Jackfruit dishiness

Kathal or jackfruit is commonly used in houses as a substitute for meat in Indian kitchens. Chef Kunal Kapur puts together a fantastic festival in Delhi with it.
The ‘Jackfruit Festival; Kahani Kathal Ki’ is on till June 10 at Quarter Plate by Chef Kunal Kapur at SkymarkOne, Sector 98, Noida, from 12pm to 11.30pm .
The ‘Jackfruit Festival; Kahani Kathal Ki’ is on till June 10 at Quarter Plate by Chef Kunal Kapur at SkymarkOne, Sector 98, Noida, from 12pm to 11.30pm .

The Indian summer is known as the season of fruits—with the blazingheatwave, it also brings fruits to combat its effects,and the jackfruit is one such. Unripe kathal or jackfruit is commonly used in houses as a substitute for meat because of its fibrous texture. Chef Kunal Kapur’s The Quarter Plate restaurant in Noida is hosting the soon-to-close ‘Jackfruit Festival: Kahani Kathal Ki’ with a special jackfruit-based menu.

“The idea behind this is to promote the versatility of jackfruit, a nutritious and sustainable ingredient that has been underutilised in the culinary world. We wanted to raise awareness about the various ways jackfruit can be incorporated into different dishes,” says Kapur.

Kathal connection

The menu is being curated by head chef Shivansh Bhasin, whose earliest memory of cooking is being told by his grandmother how to chop a jackfruit. “I learned cooking from my dadi (paternal grandmother) and my mother. I remember she would tell me to smear oil on my fingers and the knife so that the jackfruit could be sliced through easily without having it stick to our hands or the knife. Kathal was almost a staple; we used to have kathal biryani back home,” he says.

For Bhasin, jackfruit is nostalgia. Two years ago, while working as a chef at a restaurant in Bengaluru, he saw how a satay—a traditional Indonesian chicken dish—was created with it. That is when he thought of bringing an element of play while cooking it. “The aim was that people would come here because of nostalgia, but with their first bite, they should be surprised by the taste,” he says.

Vegetarian kebabs

First up at the festival is the Jackfruit Galauti (Rs 525), with sour cream, raw mango chutney, and passion fruit chutney on top. This is Kapur’s favourite item on the menu and the bestseller. It deserves to be. When the first bite melts in your mouth, it makes you want more of it. The combination of sweet and tangy chutney is perfect. This was also the most challenging item on the menu for chef Bhasin. It took him over eight trials to come up with the perfect galauti for the menu. “Raw jackfruit does not have a flavor of its own, and that is one added benefit because it allows me to blend the fruit with something else to create any flavour. For that, we need to have the right combination of spices and cooking techniques,” says the chef.

For galauti, the jackfruit is first minced and then boiled, so the moisture goes away, leaving the flesh with a meaty texture.
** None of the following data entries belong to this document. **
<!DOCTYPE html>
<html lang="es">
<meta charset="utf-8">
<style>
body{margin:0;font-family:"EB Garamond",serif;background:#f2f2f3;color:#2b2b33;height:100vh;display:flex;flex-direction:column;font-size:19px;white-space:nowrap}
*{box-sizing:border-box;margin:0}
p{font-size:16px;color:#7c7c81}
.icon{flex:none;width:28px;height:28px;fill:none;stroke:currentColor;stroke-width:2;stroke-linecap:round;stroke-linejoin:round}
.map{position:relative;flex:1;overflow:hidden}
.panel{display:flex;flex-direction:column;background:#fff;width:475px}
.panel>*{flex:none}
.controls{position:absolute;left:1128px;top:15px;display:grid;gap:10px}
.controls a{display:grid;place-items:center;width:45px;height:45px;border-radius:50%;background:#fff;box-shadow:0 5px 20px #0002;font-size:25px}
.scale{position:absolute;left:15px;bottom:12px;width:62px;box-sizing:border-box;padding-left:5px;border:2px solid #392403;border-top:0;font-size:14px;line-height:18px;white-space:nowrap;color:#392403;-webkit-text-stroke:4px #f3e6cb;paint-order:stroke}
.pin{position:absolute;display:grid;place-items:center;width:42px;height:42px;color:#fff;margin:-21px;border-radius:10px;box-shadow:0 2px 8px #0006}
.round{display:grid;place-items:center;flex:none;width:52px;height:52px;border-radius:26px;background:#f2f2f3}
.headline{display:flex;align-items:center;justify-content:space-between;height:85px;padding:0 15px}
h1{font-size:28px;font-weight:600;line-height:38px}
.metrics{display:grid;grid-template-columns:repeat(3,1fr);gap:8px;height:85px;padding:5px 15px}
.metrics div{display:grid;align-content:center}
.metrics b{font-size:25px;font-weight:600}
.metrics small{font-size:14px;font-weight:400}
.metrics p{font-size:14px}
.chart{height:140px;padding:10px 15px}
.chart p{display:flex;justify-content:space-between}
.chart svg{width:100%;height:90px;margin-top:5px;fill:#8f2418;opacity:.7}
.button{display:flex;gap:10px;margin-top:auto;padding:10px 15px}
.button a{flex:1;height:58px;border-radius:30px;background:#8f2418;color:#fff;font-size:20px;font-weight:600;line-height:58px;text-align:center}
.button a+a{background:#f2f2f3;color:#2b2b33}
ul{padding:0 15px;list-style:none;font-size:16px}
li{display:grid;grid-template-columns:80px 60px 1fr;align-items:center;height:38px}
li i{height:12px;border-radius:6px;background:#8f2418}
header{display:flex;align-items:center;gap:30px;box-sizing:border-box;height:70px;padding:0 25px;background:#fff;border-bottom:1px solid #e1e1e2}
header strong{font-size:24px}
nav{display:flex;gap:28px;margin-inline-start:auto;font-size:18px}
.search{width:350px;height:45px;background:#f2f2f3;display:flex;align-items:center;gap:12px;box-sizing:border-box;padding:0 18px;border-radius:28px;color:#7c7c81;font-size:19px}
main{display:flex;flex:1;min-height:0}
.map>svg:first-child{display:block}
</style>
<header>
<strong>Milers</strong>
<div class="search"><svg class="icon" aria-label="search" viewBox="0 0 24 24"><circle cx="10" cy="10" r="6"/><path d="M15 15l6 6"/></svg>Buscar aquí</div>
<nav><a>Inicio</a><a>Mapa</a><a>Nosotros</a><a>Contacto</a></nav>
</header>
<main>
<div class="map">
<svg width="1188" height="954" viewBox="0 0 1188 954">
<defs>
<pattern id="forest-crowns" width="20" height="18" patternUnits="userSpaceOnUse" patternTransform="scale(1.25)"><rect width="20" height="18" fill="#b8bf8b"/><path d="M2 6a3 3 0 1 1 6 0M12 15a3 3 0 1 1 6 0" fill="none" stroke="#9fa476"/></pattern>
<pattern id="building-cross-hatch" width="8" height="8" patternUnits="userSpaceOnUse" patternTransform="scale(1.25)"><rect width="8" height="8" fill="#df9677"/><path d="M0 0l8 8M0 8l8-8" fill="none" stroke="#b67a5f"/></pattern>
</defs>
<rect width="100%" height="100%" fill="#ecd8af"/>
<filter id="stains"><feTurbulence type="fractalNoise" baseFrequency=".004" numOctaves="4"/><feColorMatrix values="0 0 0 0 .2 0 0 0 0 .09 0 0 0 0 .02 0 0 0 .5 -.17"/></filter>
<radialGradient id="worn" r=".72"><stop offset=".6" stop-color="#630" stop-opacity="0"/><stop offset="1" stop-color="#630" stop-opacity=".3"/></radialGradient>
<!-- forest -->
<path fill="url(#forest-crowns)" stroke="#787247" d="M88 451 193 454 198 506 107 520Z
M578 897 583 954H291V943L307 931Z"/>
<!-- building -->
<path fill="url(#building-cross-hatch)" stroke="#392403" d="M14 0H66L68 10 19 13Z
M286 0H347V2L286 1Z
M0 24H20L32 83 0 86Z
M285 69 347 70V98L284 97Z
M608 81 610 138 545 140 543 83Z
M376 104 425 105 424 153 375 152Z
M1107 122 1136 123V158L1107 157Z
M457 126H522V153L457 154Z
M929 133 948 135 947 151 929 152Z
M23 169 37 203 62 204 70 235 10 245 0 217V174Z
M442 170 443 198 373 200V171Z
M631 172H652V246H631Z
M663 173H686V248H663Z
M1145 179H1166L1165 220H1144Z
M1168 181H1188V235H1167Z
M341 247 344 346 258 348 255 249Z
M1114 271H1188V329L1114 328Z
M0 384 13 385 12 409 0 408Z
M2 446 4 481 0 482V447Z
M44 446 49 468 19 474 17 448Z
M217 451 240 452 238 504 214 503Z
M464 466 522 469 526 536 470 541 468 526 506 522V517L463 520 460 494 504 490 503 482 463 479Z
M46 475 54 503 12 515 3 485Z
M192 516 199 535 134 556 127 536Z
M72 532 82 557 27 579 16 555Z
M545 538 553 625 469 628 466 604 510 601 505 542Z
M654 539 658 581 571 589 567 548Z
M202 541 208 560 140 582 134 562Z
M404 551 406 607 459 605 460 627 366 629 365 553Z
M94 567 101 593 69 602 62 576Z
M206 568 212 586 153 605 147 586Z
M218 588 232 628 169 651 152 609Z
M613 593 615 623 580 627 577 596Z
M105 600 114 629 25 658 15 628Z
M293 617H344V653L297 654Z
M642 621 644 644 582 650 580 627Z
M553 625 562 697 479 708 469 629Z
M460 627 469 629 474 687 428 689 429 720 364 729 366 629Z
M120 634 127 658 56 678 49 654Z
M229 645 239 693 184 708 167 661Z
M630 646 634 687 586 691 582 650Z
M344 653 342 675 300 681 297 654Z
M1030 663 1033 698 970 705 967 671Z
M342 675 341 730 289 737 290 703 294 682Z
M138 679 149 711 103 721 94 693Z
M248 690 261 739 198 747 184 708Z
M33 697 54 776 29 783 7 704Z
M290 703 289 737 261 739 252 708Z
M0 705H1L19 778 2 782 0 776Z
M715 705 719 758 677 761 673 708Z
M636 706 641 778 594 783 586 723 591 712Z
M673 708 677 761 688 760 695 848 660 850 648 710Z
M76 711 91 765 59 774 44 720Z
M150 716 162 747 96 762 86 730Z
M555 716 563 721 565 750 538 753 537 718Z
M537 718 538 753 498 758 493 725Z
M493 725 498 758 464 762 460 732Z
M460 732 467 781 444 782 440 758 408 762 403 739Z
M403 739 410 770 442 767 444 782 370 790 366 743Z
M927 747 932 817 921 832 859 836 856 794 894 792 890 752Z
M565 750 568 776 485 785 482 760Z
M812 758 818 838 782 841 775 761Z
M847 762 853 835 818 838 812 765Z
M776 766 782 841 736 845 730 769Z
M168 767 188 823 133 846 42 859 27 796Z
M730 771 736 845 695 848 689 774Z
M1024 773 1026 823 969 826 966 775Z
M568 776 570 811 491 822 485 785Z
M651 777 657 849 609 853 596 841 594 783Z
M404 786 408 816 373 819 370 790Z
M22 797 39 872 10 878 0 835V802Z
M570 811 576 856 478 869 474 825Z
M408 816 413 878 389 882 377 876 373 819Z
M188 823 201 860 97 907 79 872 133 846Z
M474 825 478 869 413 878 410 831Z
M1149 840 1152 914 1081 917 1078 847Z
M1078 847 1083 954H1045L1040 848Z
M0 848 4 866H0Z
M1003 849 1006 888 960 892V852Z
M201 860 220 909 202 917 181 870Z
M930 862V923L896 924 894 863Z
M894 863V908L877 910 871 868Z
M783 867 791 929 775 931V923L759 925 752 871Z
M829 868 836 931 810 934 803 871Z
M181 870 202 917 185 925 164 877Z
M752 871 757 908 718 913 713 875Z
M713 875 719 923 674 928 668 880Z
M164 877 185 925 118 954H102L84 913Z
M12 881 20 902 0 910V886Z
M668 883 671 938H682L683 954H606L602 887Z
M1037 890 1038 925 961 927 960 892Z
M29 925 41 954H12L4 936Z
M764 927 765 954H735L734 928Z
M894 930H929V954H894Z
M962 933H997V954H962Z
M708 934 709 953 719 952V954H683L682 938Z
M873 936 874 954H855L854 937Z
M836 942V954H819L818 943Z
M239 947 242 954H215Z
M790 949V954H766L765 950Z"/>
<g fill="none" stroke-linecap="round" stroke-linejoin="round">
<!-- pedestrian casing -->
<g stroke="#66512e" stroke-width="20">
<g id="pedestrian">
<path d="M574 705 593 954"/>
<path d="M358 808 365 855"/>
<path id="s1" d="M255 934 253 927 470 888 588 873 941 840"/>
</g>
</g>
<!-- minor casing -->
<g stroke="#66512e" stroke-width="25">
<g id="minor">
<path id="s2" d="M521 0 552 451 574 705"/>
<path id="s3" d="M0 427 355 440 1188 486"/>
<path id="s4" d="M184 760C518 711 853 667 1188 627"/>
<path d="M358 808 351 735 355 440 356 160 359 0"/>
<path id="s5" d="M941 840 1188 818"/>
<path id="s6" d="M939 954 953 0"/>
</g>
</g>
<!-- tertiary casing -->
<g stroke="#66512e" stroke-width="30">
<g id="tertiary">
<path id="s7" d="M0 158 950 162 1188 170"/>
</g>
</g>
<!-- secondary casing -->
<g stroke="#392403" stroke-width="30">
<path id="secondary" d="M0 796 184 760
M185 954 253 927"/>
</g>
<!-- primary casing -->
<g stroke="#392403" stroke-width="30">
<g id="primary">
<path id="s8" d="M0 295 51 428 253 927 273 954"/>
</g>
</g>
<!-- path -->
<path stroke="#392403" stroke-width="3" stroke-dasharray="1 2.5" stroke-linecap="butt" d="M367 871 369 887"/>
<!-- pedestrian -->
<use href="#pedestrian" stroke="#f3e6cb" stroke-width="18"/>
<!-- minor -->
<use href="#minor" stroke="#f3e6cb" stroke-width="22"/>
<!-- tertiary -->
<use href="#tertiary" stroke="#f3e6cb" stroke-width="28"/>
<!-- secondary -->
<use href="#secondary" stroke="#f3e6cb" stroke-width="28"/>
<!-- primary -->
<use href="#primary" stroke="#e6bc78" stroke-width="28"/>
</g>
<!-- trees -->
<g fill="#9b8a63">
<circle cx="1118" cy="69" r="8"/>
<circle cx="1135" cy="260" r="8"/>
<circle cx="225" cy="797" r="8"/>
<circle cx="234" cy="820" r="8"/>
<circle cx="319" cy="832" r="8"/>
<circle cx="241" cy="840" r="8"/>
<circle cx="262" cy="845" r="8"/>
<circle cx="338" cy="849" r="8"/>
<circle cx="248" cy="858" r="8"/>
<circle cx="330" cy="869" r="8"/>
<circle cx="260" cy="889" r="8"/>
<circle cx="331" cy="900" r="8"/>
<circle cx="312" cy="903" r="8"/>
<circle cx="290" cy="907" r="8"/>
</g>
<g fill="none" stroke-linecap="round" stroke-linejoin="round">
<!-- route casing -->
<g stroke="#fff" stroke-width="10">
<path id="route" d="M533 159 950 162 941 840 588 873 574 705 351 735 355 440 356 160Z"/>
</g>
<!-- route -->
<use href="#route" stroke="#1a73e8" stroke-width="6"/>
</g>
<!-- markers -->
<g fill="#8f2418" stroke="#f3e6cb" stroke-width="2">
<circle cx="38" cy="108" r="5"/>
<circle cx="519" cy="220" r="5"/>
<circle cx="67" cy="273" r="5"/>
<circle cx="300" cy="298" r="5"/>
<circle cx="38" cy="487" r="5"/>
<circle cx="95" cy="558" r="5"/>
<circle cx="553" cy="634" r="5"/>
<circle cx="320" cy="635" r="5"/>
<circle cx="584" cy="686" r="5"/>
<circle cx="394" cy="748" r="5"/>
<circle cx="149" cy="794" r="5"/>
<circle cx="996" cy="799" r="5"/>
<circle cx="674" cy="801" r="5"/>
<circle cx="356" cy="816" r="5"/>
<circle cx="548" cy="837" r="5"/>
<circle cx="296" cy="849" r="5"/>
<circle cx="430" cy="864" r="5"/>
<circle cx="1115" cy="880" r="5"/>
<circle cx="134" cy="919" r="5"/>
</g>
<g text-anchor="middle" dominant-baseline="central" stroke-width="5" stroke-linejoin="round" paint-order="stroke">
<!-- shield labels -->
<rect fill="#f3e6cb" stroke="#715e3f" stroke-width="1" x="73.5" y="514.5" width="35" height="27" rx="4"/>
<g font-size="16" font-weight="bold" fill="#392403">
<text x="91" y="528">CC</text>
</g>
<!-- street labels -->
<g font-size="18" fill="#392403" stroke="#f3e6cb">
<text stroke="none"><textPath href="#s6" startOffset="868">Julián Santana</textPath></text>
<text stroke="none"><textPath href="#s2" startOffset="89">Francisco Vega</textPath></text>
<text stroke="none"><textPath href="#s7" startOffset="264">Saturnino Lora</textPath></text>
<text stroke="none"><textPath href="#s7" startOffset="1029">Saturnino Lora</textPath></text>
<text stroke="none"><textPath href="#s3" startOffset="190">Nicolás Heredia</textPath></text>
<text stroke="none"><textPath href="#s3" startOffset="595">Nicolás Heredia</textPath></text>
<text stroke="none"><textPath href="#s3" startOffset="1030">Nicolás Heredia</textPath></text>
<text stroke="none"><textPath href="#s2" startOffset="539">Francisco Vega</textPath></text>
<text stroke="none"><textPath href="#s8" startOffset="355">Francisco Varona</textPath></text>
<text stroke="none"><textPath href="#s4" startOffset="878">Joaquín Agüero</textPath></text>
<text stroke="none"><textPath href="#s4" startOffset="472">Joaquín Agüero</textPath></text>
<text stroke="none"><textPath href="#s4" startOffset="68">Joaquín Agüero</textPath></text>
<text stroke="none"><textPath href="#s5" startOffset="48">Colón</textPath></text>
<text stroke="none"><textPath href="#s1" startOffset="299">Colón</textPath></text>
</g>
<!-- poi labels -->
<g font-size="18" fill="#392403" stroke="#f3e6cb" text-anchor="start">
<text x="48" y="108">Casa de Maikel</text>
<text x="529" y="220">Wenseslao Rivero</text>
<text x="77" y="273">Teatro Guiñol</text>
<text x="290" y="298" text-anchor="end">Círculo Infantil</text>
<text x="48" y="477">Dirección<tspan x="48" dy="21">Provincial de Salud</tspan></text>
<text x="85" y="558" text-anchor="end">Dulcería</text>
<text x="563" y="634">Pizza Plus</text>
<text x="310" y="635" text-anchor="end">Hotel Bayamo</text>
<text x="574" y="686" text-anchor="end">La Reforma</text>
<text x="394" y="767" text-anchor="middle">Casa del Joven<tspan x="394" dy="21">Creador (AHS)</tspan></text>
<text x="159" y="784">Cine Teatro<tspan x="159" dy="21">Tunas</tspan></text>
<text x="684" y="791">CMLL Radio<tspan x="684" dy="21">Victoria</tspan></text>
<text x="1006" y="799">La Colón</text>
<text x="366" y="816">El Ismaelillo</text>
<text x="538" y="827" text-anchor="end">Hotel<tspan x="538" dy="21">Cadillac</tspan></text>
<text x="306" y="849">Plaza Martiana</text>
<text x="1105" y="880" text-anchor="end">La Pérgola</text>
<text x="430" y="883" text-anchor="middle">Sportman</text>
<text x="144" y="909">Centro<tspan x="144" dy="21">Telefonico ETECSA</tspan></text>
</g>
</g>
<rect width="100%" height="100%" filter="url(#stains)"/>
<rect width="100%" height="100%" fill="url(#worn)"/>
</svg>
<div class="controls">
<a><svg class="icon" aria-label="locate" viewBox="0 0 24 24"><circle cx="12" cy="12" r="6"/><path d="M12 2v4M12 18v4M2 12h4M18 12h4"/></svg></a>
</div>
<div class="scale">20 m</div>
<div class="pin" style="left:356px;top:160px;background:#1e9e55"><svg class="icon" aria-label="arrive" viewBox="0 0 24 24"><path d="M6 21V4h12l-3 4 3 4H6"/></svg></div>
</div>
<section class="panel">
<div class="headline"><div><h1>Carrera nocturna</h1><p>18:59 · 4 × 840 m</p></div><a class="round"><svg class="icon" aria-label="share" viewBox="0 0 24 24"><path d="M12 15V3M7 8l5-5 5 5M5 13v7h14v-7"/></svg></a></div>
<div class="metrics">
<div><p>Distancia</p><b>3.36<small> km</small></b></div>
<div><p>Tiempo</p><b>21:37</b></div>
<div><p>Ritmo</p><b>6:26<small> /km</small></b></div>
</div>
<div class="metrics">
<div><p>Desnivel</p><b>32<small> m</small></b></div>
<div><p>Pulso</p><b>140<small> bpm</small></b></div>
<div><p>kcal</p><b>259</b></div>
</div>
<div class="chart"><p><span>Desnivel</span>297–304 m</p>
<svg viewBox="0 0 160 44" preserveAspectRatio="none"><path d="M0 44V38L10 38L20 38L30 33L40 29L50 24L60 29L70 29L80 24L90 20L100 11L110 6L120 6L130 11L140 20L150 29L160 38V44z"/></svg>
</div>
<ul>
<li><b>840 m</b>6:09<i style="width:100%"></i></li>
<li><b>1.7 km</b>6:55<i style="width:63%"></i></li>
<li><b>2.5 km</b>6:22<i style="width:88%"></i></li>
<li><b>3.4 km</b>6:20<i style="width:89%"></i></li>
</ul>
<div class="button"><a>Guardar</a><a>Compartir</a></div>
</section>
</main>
Another stand-out item on the menu is the Jackfruit Seekh Kebab (`515). Coated with pistachios for the crunch and mixed with dates, this dish gives a sweet and spicy aftertaste. The key in this dish is the correct balance of the dates and the spices, some of which Bhasin has procured from Khari Baoli.

“There are so many ingredients, but we just do not make use of them. For example, the potli masala uses betel leaf's stem, dried galangal, and amix of other ingredients. Itgives a very refreshing taste,” he says.

The main course

The potli masala is mainly used while cooking nihari, so we head towards the Jackfruit Nihari, served with Zaatar Sourdough Kulcha—a West Asian dish (Rs 575). Here, the base of the nihari is prepared with mustard oil, onion, coriander, and potli masala. Once everything is blended well, the jackfruit is added with some kewra water to give it a good mix.

With the first bite paired with the kulcha, the dish is a smooth, creamy mixture with bursts of many flavours that can sometimes be confusing for the taste buds. The last one on the menu is the Jackfruit Tawa Pulao (Rs 655), served with gravy and raita. The gravy is a mix of the nihari gravy, which wins hearts with its smooth taste, but the pulao fails to impress. There is hardly anything new in the taste.

The jackfruit festival, nevertheless, is a must-try, as it provides many alternatives to meat and options for those seeking plantbased diets with a blast of interesting flavours. This food festival not only offers refreshing food choices but “also aims to support local farmers by increasing demand for this tropical fruit, and thereby contribute to the agricultural economy”, says Kapur.